Приученные новой хозяйкой, они не кидались очертя голову, чтобы облаять неизвестную им опасность, а ждали сигнала.
Мария предостерегающе подняла руку. Осторожно, стараясь не скрипеть снегом, пошла к копне. У самой копны остановилась, шепотом сказала собакам:
— Тихо!
Из копны послышался тот же слабый детский голос:
— Не плачь, Дашенька! Слышишь? Не плачь! Разве ты одна хочешь кушать? И Таня хочет кушать, и Наташа, и Лара, и Андрюша — все хотят кушать, а они, видишь, не плачут…
Обойдя копну, Мария увидела протоптанную в снегу тропу. Из причолка высокой копны сквозь подтаявший снег едва заметно струился призрачный парок. Сердце Марии сжалось. «Дети! — мелькнула у нес мысль. — Малые дети! Заблудились… голодные…»
Она наклонилась, разгребла сено. Увидела смуглое лицо худенькой девочки, ее широко раскрытые, полные страха карие глаза.
— Не бойтесь, деточки, — негромко сказала Мария. — Выходите! Немцев тут нет… Я одна… Тетя Мария меня зовут… Выходите, прошу вас…
Из копны вылезла черноглазая девочка лет тринадцати, такая изможденная и худая, что Мария дрогнула от жалости.

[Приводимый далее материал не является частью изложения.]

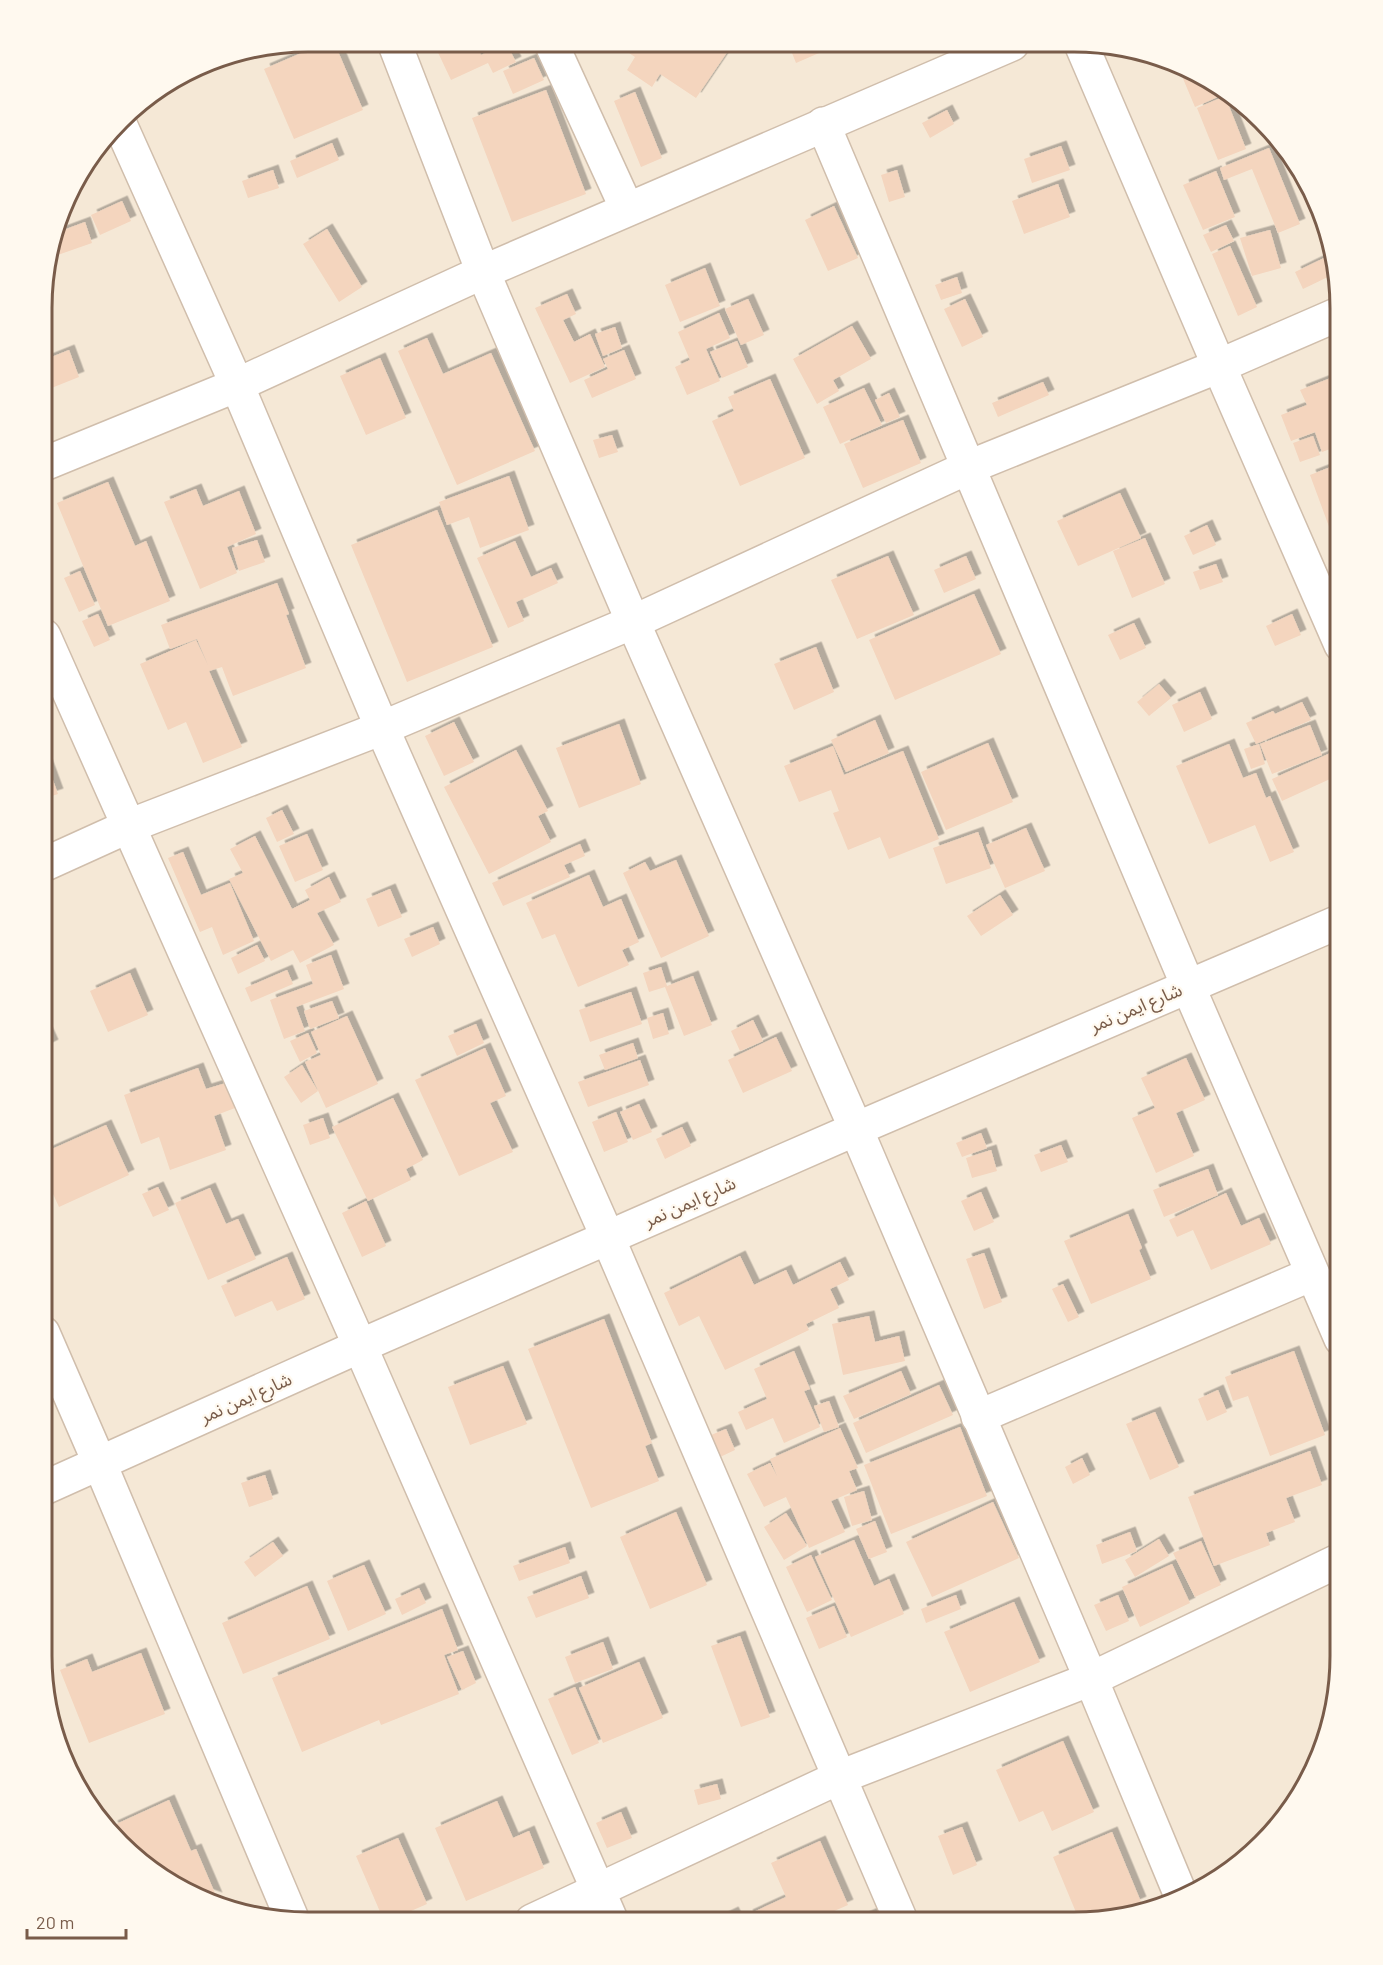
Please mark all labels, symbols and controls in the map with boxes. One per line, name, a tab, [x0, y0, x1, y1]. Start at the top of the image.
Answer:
street label: شارع ايمن نمر	[1085, 978, 1187, 1040]
street label: شارع ايمن نمر	[639, 1171, 740, 1235]
street label: شارع ايمن نمر	[195, 1367, 296, 1431]
scale bar	[27, 1902, 126, 1940]
text: 20 m	[36, 1911, 74, 1933]

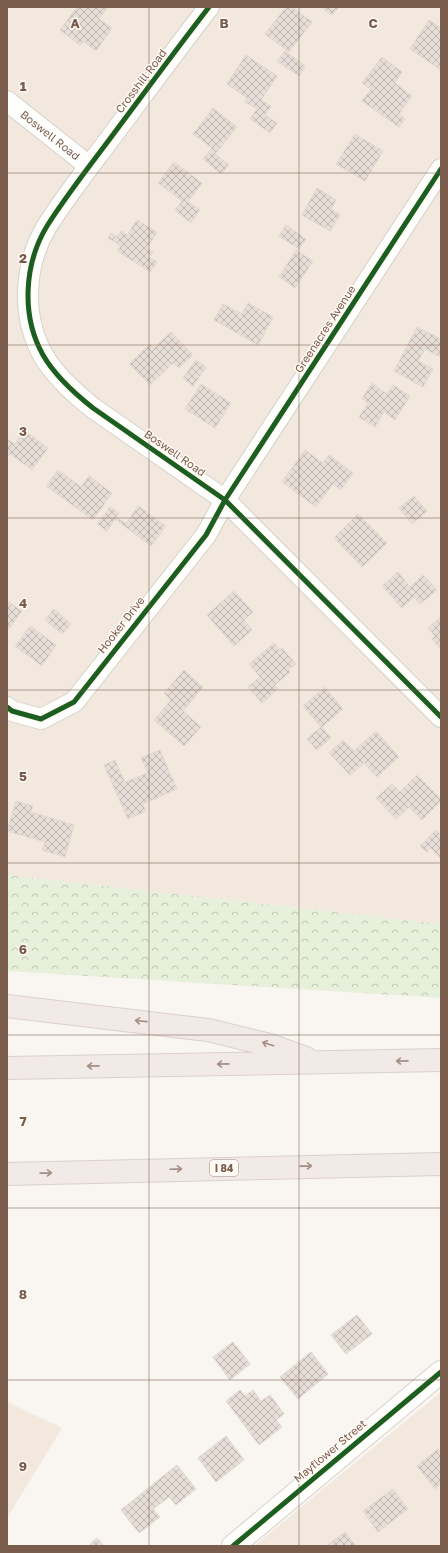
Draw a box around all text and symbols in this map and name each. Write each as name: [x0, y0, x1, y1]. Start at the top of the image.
text: A: [70, 15, 80, 31]
text: B: [219, 15, 229, 31]
text: C: [368, 15, 378, 31]
street label: Crosshill Road: [112, 46, 169, 115]
text: 1: [20, 78, 27, 94]
street label: Boswell Road: [18, 107, 83, 162]
text: 2: [19, 250, 27, 266]
street label: Greenacres Avenue: [291, 283, 358, 375]
text: 3: [19, 423, 27, 439]
street label: Boswell Road: [142, 427, 208, 478]
street label: Hooker Drive: [94, 594, 147, 656]
text: 4: [19, 595, 27, 611]
text: 5: [19, 768, 27, 784]
text: 6: [19, 941, 27, 957]
one-way arrow: [135, 1017, 148, 1025]
one-way arrow: [262, 1040, 275, 1047]
one-way arrow: [396, 1057, 409, 1065]
one-way arrow: [217, 1060, 230, 1068]
one-way arrow: [87, 1062, 100, 1070]
text: 7: [19, 1113, 27, 1129]
road number: I 84: [210, 1160, 238, 1176]
one-way arrow: [299, 1162, 312, 1170]
one-way arrow: [169, 1165, 182, 1173]
one-way arrow: [39, 1169, 52, 1177]
text: 8: [19, 1286, 27, 1302]
street label: Mayflower Street: [291, 1417, 369, 1485]
text: 9: [19, 1458, 27, 1474]

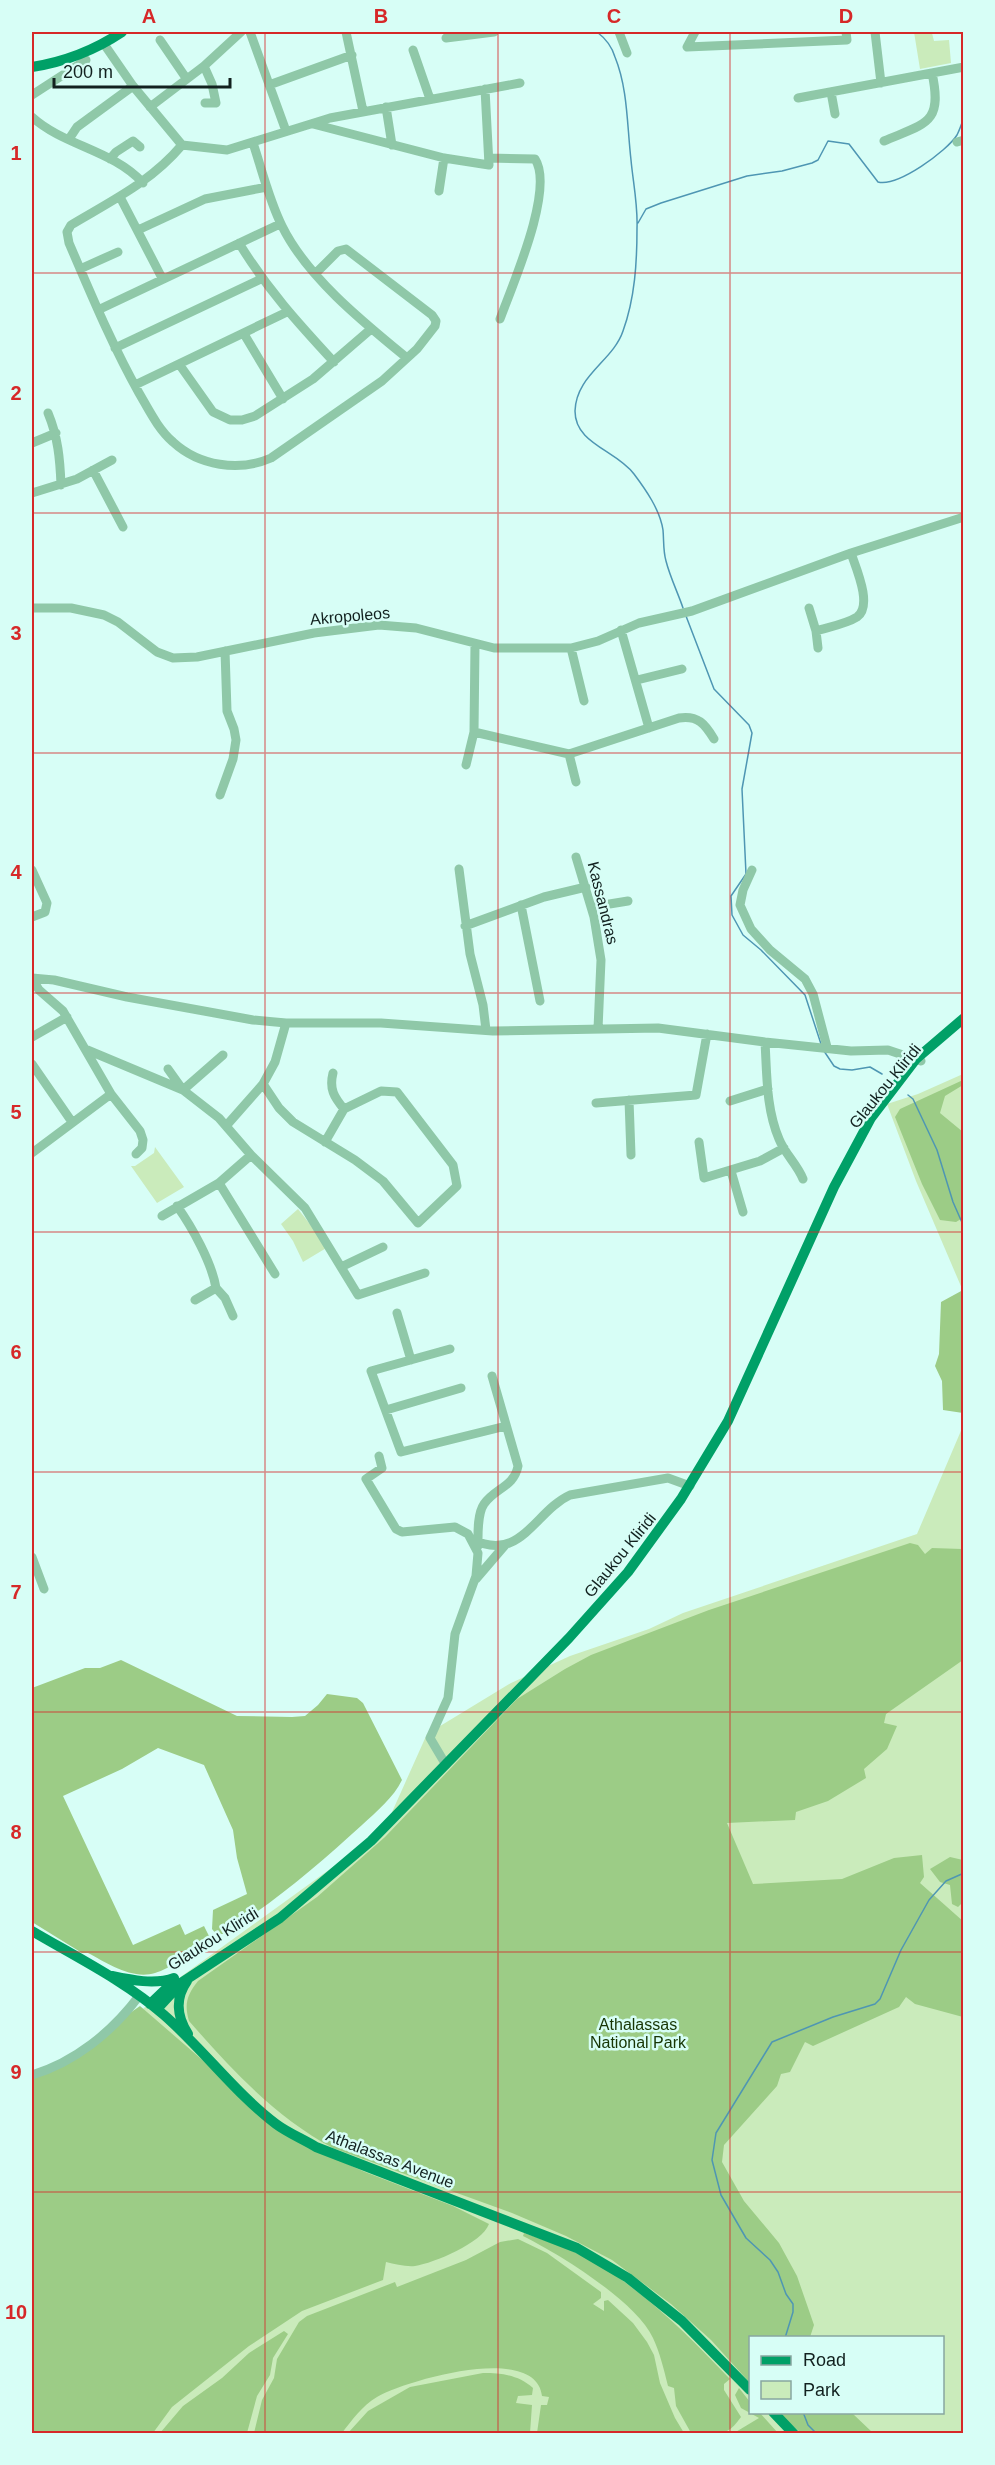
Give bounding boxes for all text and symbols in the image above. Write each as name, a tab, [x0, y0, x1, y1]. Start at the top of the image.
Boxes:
text: A	[142, 5, 156, 27]
text: B	[374, 5, 388, 27]
text: C	[607, 5, 621, 27]
text: D	[839, 5, 853, 27]
scale bar	[54, 51, 230, 89]
text: 200 m	[63, 62, 113, 82]
text: 1	[10, 142, 22, 164]
text: 2	[10, 382, 22, 404]
street label: Akropoleos	[309, 604, 391, 628]
text: 3	[10, 622, 22, 644]
street label: Kassandras	[585, 860, 621, 946]
text: 4	[10, 861, 22, 883]
street label: Glaukou Kliridi	[846, 1041, 924, 1131]
text: 5	[10, 1101, 22, 1123]
text: 6	[10, 1341, 22, 1363]
street label: Glaukou Kliridi	[581, 1510, 659, 1600]
text: 7	[10, 1581, 22, 1603]
text: 8	[10, 1821, 22, 1843]
street label: Glaukou Kliridi	[165, 1904, 261, 1974]
park label: Athalassas National Park	[590, 2016, 687, 2051]
text: 9	[10, 2061, 22, 2083]
street label: Athalassas Avenue	[324, 2127, 457, 2191]
text: 10	[5, 2301, 27, 2323]
legend	[749, 2336, 944, 2414]
text: Road	[803, 2350, 846, 2370]
text: Park	[803, 2380, 841, 2400]

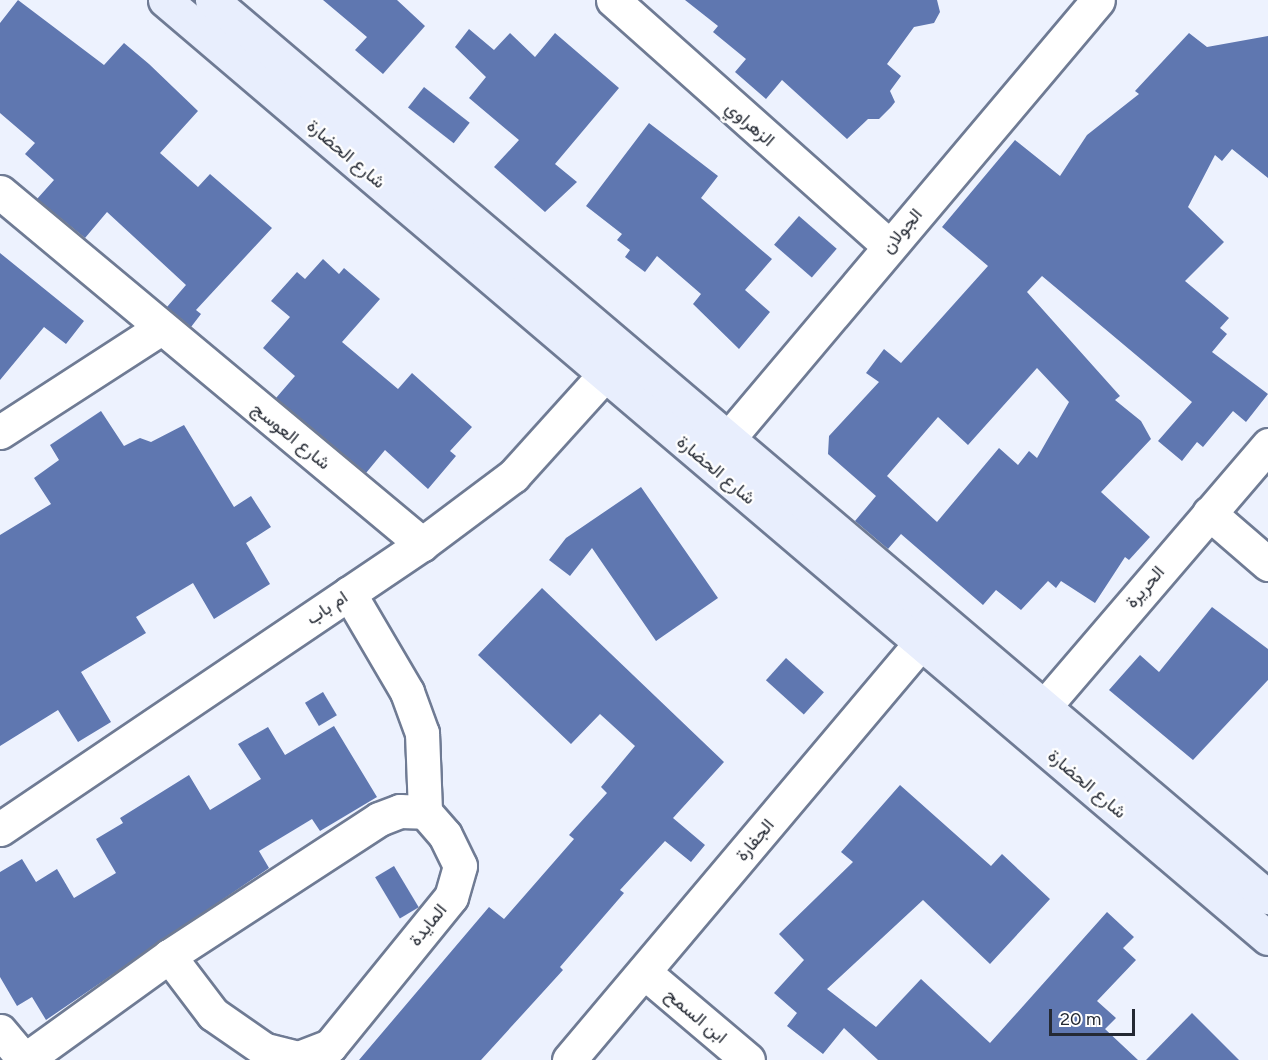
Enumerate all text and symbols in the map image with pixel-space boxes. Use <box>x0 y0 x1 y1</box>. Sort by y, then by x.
street label: الزهراوي <box>721 97 779 151</box>
street label: شارع الحضارة <box>302 115 390 193</box>
street label: الجولان <box>877 204 927 258</box>
street label: شارع العوسج <box>247 398 335 474</box>
street label: شارع الحضارة <box>672 431 760 509</box>
street label: الحريرة <box>1121 562 1169 612</box>
street label: ام باب <box>302 586 352 630</box>
street label: شارع الحضارة <box>1043 745 1131 823</box>
street label: الجفارة <box>731 815 779 865</box>
street label: المايدة <box>405 900 451 950</box>
street label: ابن السمح <box>661 984 731 1048</box>
scale bar <box>1052 997 1138 1035</box>
text: 20 m <box>1060 1008 1101 1030</box>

— Откуда вы, детки, и сколько вас тут? — спросила она, обняв девочку.
Девочка заплакала навзрыд, упала на снег, обхватила ноги Марии непослушными руками, невнятно залепетала:
— Нас тут много… Семеро… Мы из Ленинграда, из детского дома… Эвакуированные… Нас долго везли поездом, потом, когда немцы стали бомбить поезд, наши воспитатели были убиты и много детей сгорело… А мы, которые остались живыми, убежали… Бежали долго и заблудились… Нас было восемнадцать, осталось семеро… Одиннадцать умерло по дороге с голода — три девочки и восемь мальчиков… Не обижайте нас, тетечка… миленькая… нам всем очень холодно, и мы хотим кушать…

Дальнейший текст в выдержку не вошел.